Su olfato era infalible. Me había pillado. Tuve e reconocerlo.
– Por contar, mamá-admití.
Lo que equivalía a confesar que no me fiaba de nadie, ni siquiera de los evangelistas, y que mi propósito en lo tocante a Jesús era ponerlo todo patas arriba.
En ese mismo momento -mi quinqué también funcionaba-supe lo que a renglón seguido iba a escuchar de sus labios.
– Ya -dijo-. Te veo venir, Dioni. Eres un herejote y no tienes arreglo. ¿Para qué sirve menear ciertas cosas? Hazme caso: déjalas estar. Tu vida es cómoda. No te busques líos.
Eché mano de todo mi valor, que en aquel momento no era mucho, y me atreví a meter en danza uno de los argumentos que había utilizado en mi conversación con Jaime Molina.
– Las iglesias oficiales e institucionales -dije- funcionan como el consejo de administración de una multinacional: ven en Cristo una materia prima, lo explotan, lo monopolizan, lo acaparan, creen que han comprado la exclusiva y que, en consecuencia, tienen derecho a percibir y a reinvertir todos los dividendos. Algún día-y si no, al tiempo-veremos a los católicos, a los ortodoxos y a los protestantes dirimiendo sus querellas y esgrimiendo sus respectivos títulos de propiedad ante el Tribunal de La Haya. Tendríamos que denunciarlos por apropiación indebida por robo sacrílego y por secuestro de persona.
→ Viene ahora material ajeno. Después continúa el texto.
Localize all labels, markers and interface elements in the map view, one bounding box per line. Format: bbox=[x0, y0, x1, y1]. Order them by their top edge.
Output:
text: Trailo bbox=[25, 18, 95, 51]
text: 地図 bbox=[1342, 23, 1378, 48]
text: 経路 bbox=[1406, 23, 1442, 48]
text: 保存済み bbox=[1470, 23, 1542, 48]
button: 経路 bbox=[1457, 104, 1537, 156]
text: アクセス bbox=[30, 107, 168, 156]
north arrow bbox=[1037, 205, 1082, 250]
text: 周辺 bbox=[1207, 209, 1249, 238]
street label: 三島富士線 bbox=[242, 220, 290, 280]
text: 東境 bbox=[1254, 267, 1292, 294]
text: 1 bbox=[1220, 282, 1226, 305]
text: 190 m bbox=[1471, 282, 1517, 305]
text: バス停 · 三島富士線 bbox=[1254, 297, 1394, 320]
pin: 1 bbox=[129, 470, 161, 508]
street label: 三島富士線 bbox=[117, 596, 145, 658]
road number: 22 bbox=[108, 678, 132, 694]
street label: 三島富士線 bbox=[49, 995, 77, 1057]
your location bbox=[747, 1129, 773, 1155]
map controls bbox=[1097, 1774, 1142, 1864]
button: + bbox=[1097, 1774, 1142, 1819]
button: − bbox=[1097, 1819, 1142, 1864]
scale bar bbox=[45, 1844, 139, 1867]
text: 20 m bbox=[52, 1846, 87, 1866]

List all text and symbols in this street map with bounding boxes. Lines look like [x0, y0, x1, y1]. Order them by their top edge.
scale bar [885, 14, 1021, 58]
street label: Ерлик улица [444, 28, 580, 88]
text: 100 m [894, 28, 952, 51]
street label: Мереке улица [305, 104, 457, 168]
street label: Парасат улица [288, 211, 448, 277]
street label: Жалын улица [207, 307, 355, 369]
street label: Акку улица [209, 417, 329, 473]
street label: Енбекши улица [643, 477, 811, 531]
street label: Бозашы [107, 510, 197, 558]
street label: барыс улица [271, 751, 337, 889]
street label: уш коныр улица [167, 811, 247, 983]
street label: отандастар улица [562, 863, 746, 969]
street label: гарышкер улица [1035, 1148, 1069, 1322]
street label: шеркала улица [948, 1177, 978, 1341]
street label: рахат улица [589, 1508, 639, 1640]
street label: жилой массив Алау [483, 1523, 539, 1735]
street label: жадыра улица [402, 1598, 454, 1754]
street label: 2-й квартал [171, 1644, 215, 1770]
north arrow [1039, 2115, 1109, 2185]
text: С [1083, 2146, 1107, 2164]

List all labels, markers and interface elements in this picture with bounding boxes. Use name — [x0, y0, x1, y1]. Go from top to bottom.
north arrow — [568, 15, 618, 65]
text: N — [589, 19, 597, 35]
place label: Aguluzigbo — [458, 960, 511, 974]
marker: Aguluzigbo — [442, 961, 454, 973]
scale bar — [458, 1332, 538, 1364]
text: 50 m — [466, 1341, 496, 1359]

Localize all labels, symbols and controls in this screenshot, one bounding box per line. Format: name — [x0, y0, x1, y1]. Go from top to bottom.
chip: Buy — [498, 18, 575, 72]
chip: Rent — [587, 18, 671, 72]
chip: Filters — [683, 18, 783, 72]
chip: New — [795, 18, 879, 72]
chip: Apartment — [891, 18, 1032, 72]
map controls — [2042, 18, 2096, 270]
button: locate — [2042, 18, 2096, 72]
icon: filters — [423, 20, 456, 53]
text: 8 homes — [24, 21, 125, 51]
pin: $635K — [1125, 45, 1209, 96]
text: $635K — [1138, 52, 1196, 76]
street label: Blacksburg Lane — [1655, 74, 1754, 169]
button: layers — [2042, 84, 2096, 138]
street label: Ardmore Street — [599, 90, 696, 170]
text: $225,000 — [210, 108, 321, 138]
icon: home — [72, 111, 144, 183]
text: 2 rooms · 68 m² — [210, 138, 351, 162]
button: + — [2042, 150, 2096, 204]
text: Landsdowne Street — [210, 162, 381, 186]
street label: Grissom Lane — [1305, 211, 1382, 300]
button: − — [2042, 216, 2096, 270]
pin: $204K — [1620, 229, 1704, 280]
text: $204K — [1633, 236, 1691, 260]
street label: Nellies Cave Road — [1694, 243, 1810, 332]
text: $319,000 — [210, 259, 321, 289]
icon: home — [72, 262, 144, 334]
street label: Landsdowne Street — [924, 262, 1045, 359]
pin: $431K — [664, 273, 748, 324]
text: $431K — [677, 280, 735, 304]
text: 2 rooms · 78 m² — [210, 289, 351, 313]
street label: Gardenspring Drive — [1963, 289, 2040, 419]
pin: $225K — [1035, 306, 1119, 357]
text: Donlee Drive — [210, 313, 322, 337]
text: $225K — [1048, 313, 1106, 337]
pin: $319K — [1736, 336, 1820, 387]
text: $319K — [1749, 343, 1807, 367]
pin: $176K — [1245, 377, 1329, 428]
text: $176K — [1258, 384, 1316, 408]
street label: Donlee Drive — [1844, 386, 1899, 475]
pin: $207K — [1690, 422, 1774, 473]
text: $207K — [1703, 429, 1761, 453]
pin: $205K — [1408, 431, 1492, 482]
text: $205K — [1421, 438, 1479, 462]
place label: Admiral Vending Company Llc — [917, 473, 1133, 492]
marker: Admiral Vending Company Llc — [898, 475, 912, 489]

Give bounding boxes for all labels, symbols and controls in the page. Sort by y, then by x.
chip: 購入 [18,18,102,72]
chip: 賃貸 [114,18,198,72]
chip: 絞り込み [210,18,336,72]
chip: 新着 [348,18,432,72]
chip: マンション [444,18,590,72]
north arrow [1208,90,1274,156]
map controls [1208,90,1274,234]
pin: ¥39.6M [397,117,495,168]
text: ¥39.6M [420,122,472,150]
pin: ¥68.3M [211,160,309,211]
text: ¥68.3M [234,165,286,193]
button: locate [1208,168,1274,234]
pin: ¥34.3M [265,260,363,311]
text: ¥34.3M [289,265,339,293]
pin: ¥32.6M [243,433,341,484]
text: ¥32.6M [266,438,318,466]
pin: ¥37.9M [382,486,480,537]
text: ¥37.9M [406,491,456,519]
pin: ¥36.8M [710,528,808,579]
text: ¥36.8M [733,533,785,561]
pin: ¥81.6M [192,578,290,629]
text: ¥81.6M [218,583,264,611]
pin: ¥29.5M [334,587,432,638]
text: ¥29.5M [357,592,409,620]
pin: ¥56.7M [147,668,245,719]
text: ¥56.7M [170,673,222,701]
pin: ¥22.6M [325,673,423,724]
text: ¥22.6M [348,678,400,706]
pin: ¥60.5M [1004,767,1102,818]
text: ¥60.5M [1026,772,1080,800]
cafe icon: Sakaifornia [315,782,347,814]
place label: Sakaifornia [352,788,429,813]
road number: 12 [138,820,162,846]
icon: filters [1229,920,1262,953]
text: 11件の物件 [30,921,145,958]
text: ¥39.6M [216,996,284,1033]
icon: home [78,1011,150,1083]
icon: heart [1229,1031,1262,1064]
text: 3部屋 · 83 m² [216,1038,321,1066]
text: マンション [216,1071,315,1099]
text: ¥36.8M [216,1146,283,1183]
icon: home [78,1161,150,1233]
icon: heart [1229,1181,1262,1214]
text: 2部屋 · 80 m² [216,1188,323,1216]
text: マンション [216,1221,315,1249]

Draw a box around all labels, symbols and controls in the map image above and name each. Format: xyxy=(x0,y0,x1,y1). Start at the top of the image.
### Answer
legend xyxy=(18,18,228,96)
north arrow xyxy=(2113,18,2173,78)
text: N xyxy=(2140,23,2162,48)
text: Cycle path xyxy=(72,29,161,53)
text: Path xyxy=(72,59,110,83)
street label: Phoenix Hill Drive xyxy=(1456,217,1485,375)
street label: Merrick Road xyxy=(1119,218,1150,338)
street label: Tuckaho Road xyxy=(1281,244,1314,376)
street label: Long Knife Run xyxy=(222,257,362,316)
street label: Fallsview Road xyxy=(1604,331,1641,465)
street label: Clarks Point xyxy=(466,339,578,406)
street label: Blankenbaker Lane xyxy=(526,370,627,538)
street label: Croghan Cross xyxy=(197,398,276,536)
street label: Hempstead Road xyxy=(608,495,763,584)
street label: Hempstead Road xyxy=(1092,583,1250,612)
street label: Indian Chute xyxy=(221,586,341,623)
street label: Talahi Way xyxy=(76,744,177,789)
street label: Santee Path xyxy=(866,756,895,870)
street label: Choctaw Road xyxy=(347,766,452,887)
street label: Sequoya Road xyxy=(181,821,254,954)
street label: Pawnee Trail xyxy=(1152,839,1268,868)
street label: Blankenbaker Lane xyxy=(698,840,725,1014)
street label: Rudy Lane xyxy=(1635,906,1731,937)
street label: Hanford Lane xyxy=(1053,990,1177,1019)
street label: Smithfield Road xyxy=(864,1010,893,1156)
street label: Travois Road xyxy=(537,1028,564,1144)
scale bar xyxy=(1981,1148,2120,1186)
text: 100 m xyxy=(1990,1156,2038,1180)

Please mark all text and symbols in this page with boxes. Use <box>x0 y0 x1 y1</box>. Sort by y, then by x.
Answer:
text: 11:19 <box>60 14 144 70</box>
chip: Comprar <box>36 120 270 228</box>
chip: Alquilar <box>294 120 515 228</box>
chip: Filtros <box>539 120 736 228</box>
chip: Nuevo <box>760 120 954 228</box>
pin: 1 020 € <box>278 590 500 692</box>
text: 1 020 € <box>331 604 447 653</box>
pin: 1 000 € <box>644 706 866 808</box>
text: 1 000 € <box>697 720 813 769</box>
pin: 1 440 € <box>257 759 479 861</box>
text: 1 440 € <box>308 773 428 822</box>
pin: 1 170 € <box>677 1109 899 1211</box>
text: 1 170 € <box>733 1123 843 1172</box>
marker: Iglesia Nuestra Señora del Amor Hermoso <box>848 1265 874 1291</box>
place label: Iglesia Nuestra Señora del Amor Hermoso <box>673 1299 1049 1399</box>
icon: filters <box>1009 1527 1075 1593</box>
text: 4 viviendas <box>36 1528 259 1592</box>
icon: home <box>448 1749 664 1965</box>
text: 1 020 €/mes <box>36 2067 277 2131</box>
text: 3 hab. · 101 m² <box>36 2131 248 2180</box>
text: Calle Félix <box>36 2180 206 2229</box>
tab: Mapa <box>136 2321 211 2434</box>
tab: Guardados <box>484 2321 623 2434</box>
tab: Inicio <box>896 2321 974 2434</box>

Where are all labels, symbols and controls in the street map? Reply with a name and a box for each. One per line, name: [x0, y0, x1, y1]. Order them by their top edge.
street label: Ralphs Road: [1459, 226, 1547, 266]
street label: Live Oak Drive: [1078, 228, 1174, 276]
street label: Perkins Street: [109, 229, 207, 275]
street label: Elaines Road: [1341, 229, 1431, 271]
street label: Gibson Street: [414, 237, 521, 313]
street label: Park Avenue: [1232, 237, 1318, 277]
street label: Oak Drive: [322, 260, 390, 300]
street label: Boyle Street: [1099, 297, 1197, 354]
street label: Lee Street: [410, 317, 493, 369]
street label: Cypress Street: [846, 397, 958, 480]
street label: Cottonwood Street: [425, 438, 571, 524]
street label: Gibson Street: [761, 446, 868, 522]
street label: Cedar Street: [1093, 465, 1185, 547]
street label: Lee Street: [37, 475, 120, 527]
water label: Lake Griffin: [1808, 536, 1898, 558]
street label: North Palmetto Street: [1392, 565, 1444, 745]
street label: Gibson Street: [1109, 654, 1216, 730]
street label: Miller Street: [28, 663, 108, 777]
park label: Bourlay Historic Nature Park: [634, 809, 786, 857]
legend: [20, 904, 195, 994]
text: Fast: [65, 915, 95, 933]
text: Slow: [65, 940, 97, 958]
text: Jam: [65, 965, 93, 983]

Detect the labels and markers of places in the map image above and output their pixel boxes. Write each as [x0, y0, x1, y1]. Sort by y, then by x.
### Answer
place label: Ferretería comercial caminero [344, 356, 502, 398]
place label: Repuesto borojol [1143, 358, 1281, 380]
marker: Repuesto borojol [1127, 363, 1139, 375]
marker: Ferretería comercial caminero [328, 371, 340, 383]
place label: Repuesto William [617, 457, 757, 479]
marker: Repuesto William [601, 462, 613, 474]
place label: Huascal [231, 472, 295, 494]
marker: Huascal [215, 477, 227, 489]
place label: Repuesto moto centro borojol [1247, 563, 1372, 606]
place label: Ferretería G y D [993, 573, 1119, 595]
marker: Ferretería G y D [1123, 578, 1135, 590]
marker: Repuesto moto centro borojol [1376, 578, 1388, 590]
Papas, popes o pastores: ¡qué más da! Todos son cómplices en el mismo delito, aunque la intensidad de su participación en él sea diferente en cada caso, y todos ordeñan la misma ubre.
¿Vamos a seguir indefinidamente así? ¿Vamos a estar eternamente cruzados de brazos ante una situación que -nunca mejor dicho- clama al cielo? Alguien tendría que explicar a la gente que la religión es un hecho estrictamente personal que para hablar con Dios basta quererlo, que la luz del Espíritu no brilla sólo en el sagrario y que las Iglesias pueden ser, en el mejor de los casos órganos consultivos, pero no legislativos ni ejecutivos ni, menos aún, judiciales. Alguien debería denunciar lo que sucede y tomar cartas en el asunto. Alguien tendría que liberar a Cristo del zulo en el que lo metieron hace casi dos mil años y devolvérselo al pueblo, a la gente sencilla, a las beatas que bisbisean en sus reclinatorios y a los carboneros que se dan golpes en el pecho con fe ciega, a ti y a mí, a quienes aún no han oído hablar de él, a quienes le niegan o le minimizan, a quienes le buscamos, a quienes le rezamos, a quienes le necesitamos, a quienes le amamos, veneramos y adoramos.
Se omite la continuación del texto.